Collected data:
■ ■ ■ ■ ■

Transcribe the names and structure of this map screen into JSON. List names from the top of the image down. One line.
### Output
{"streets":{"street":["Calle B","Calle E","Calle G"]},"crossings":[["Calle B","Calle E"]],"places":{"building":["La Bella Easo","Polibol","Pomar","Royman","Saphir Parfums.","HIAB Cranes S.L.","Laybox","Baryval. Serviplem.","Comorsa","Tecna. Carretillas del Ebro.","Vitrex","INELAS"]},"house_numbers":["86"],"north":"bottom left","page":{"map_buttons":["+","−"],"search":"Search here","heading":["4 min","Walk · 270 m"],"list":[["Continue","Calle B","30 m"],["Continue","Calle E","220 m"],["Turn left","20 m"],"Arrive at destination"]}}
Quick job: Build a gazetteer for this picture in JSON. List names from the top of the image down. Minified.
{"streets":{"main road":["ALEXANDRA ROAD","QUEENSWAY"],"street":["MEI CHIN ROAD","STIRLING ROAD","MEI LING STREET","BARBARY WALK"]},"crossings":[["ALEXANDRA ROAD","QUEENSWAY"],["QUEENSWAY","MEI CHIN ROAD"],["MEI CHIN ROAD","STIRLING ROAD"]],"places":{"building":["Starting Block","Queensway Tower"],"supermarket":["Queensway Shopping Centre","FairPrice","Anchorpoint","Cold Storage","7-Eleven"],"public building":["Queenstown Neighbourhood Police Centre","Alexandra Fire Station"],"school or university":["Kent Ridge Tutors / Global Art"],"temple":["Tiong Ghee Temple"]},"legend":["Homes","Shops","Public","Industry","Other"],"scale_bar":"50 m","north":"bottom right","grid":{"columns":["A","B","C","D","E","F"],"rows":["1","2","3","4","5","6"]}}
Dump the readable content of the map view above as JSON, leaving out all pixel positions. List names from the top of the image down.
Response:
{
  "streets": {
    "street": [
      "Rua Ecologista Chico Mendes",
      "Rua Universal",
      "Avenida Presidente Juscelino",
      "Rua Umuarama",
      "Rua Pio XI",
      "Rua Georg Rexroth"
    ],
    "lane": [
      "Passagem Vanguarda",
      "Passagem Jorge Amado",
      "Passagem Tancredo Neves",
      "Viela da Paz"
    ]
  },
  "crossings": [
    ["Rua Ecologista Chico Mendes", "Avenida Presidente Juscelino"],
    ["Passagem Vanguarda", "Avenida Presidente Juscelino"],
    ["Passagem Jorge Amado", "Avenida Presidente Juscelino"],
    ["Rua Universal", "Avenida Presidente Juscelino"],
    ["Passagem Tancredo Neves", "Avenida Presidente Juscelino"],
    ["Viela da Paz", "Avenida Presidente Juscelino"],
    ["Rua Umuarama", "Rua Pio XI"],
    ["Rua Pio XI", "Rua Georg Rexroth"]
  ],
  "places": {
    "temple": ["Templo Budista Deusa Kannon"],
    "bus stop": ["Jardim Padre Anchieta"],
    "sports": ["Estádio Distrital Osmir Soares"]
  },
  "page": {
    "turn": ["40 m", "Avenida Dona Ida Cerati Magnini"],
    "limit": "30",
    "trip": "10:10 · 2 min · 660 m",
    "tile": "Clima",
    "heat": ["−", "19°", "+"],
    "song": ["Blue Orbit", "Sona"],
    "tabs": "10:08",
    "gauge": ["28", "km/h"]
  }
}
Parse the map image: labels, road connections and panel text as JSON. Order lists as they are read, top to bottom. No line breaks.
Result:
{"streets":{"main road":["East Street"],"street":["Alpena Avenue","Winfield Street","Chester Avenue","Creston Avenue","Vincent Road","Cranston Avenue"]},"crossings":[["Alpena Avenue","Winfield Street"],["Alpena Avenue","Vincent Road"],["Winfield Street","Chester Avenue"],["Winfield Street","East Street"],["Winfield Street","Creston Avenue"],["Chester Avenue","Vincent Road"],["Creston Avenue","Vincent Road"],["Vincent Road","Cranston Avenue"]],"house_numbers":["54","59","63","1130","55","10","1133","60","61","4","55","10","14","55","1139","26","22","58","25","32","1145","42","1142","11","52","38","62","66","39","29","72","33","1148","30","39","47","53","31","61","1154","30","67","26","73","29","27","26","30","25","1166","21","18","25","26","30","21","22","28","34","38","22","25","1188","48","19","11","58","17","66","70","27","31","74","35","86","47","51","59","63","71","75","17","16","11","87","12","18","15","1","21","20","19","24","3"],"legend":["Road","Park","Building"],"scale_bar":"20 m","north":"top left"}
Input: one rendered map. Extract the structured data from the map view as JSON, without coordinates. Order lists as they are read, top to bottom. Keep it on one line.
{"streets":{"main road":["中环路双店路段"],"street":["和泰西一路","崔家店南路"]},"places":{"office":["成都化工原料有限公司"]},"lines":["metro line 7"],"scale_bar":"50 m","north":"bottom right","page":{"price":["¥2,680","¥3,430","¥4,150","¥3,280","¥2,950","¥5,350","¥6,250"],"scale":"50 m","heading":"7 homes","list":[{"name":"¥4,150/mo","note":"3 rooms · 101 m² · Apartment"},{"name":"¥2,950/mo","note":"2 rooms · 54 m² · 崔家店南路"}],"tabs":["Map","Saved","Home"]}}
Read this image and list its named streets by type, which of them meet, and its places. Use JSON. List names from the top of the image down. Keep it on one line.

■ ■ ■ ■ ■

-- Required work --
Which lines run from the one containing "Input: one rendered" to the end of the records? Transcribe exactly those, both ends included.

-- Solution --
Input: one rendered map. Extract the structured data from the map view as JSON, without coordinates. Order lists as they are read, top to bottom. Keep it on one line.
{"streets":{"main road":["中环路双店路段"],"street":["和泰西一路","崔家店南路"]},"places":{"office":["成都化工原料有限公司"]},"lines":["metro line 7"],"scale_bar":"50 m","north":"bottom right","page":{"price":["¥2,680","¥3,430","¥4,150","¥3,280","¥2,950","¥5,350","¥6,250"],"scale":"50 m","heading":"7 homes","list":[{"name":"¥4,150/mo","note":"3 rooms · 101 m² · Apartment"},{"name":"¥2,950/mo","note":"2 rooms · 54 m² · 崔家店南路"}],"tabs":["Map","Saved","Home"]}}
Read this image and list its named streets by type, which of them meet, and its places. Use JSON. List names from the top of the image down. Keep it on one line.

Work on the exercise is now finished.